Download or read book Milton s Imperial Epic written by J. Martin Evans and published by Cornell University Press. This book was released on 2018-10-18 with total page 210 pages. Available in PDF, EPUB and Kindle. Book excerpt: Written during the crucial first phase of English empire-building in the New World, Paradise Lost registers the radically divided attitudes toward the settlement of America that existed in seventeenth-century Protestant England. Evans looks at the relationship between Milton's epic and the pervasive colonial discourse of Milton's time. Evans bases his analysis on the literature of exploration and colonialism. The primary sources on which he draws range from sermons about the New World justifying colonization and exhorting virtue among colonists to promotional pamphlets designed to lure people and investment into the colonies. Evans's research allows him to create a richly textured picture of anxiety and optimism, guilt and moral certitude. The central question is whether Milton supported England's colonization or covertly attempted to subvert it. In contrast to those who attribute to Paradise Lost a specific political agenda for the American colonies, Evans maintains that Milton reflects the complexity and ambivalence of attitudes held by English society.
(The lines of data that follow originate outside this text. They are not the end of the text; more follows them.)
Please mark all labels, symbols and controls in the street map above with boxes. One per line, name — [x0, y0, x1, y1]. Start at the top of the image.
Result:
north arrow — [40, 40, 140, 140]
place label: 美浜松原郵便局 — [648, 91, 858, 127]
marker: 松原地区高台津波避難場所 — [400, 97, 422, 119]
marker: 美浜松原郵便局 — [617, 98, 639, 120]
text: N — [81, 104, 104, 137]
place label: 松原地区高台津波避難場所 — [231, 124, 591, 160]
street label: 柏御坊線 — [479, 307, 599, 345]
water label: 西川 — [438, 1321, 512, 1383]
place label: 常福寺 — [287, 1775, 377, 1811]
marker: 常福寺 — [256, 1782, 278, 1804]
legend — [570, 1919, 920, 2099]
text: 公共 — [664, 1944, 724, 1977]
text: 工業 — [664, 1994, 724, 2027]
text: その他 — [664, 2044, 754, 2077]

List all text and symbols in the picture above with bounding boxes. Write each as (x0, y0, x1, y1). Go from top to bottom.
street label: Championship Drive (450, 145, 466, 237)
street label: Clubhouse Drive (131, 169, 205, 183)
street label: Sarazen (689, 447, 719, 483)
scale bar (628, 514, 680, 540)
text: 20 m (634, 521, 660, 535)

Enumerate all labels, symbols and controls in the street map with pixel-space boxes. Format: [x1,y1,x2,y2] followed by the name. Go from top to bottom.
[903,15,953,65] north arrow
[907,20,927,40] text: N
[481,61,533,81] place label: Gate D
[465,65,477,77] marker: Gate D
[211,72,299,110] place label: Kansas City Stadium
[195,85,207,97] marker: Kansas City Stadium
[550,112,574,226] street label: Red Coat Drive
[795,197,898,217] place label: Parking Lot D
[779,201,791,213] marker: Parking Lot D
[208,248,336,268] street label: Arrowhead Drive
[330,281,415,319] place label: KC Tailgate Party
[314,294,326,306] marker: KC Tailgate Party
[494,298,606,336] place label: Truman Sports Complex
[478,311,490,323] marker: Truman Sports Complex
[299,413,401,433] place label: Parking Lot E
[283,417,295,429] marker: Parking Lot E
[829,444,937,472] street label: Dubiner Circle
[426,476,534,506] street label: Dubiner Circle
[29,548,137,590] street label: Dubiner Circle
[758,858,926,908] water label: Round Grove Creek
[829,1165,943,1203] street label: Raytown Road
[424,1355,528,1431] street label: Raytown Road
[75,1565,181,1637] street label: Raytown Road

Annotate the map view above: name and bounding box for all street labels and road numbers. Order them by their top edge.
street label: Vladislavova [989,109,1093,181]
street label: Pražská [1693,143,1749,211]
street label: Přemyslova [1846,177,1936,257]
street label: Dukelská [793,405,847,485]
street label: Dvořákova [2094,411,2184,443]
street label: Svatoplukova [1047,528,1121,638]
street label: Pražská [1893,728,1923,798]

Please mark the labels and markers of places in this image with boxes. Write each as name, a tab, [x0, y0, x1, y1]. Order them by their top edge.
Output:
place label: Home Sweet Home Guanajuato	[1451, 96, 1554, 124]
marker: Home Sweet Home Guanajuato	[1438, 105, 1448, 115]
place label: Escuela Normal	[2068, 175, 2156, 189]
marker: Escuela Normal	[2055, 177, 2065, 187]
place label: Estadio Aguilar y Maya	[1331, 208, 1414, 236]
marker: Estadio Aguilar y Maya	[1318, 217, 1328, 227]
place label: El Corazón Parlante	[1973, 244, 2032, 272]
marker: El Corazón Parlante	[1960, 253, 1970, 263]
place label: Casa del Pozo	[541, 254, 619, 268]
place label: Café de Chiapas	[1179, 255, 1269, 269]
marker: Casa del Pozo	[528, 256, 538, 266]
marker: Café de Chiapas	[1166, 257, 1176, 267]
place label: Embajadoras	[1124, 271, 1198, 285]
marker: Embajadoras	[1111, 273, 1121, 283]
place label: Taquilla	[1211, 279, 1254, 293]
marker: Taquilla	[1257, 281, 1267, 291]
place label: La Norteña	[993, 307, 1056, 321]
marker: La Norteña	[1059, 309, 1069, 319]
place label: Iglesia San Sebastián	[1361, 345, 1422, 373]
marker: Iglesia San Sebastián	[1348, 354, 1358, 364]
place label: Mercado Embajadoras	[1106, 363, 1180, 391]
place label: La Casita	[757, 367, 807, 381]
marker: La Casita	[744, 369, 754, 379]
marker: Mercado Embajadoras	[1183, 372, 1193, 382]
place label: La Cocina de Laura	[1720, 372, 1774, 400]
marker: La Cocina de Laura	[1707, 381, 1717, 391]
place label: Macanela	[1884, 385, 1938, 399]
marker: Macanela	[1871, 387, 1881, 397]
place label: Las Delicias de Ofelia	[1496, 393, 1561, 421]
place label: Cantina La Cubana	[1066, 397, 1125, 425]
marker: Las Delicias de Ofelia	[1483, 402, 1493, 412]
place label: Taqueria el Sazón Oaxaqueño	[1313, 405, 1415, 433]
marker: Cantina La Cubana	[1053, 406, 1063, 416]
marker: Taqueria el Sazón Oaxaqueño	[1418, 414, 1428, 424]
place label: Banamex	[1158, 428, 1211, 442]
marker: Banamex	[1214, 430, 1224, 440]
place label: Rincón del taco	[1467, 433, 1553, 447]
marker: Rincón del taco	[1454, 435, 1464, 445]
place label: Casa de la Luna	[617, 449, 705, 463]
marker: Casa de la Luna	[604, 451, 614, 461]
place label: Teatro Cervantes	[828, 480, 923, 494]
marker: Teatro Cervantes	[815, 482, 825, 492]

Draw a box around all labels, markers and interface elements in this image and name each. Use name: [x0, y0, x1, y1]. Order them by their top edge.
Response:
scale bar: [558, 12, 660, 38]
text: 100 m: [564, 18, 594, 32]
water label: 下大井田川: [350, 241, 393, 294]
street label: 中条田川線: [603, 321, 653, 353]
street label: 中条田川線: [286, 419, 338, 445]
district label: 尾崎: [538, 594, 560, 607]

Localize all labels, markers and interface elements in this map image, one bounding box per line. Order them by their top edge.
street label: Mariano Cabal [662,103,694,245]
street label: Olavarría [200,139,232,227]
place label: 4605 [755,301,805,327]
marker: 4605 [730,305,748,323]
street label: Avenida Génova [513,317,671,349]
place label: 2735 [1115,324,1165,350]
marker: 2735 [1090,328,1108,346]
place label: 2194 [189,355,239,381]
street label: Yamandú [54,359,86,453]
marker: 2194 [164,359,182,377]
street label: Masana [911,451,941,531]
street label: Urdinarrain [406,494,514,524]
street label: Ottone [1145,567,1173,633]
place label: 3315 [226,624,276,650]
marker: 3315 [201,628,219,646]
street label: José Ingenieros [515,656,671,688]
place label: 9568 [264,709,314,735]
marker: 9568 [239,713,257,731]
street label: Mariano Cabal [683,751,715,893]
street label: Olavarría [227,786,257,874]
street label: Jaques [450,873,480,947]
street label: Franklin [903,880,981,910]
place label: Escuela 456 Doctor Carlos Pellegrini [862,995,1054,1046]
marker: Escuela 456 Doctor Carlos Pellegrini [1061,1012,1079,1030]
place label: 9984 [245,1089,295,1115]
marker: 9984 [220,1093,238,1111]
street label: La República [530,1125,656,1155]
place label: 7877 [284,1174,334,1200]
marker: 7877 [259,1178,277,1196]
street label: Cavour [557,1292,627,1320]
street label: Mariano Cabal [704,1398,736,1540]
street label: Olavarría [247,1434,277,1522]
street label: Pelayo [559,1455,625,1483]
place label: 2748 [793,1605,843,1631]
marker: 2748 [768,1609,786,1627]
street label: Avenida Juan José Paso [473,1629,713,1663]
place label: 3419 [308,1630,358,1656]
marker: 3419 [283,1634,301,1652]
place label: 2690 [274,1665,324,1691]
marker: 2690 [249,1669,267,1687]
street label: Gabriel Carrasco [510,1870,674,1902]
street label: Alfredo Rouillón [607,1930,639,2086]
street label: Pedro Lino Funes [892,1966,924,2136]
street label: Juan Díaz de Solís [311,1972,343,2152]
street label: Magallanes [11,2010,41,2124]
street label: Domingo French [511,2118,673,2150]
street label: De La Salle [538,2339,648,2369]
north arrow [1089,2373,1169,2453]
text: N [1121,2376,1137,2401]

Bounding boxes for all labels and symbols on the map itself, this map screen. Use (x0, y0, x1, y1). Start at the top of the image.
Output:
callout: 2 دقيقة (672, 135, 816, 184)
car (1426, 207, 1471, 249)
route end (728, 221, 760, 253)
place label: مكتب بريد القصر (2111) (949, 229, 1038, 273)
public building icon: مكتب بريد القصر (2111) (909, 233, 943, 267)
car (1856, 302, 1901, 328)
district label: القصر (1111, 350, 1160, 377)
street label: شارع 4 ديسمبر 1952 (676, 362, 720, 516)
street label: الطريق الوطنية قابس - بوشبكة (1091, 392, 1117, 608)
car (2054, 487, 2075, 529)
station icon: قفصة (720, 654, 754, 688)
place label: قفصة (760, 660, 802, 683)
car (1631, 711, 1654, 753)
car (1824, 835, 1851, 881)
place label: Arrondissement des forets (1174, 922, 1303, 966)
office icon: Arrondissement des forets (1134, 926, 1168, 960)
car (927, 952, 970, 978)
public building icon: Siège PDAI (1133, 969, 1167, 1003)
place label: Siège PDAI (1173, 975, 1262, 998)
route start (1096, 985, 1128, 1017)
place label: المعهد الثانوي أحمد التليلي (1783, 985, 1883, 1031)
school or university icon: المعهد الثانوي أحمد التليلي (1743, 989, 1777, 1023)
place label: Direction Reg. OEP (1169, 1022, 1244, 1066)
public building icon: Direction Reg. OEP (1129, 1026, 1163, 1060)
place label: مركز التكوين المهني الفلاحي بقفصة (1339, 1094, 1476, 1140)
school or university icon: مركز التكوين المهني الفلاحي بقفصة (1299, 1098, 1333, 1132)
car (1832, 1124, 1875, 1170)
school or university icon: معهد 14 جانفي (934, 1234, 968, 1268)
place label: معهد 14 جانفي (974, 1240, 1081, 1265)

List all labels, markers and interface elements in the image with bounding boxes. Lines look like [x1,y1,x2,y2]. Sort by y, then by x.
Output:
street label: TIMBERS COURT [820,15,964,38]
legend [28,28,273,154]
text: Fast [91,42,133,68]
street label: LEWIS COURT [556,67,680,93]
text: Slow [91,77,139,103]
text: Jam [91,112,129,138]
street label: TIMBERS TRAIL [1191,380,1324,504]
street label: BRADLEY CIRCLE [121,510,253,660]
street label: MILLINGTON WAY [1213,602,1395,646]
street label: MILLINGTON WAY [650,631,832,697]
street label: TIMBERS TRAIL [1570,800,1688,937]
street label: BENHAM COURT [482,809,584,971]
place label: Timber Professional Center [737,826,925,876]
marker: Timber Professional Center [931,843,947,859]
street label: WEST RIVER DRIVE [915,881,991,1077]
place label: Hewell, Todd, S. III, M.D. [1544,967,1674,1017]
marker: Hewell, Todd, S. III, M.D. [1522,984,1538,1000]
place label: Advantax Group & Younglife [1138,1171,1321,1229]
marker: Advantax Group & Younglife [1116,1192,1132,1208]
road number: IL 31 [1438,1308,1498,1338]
Analyzing Paradise Lost against this background, Evans offers a new perspective on such fundamental issues as the narrator's shifting stance in the poem, the unique character of Milton's prelapsarian paradise, and the moral and intellectual status of Adam and Eve before and after the fall. From Satan's arrival in Hell to the expulsion from the garden of Eden, Milton's version of the Genesis myth resonates with the complex thematics of Renaissance colonialism.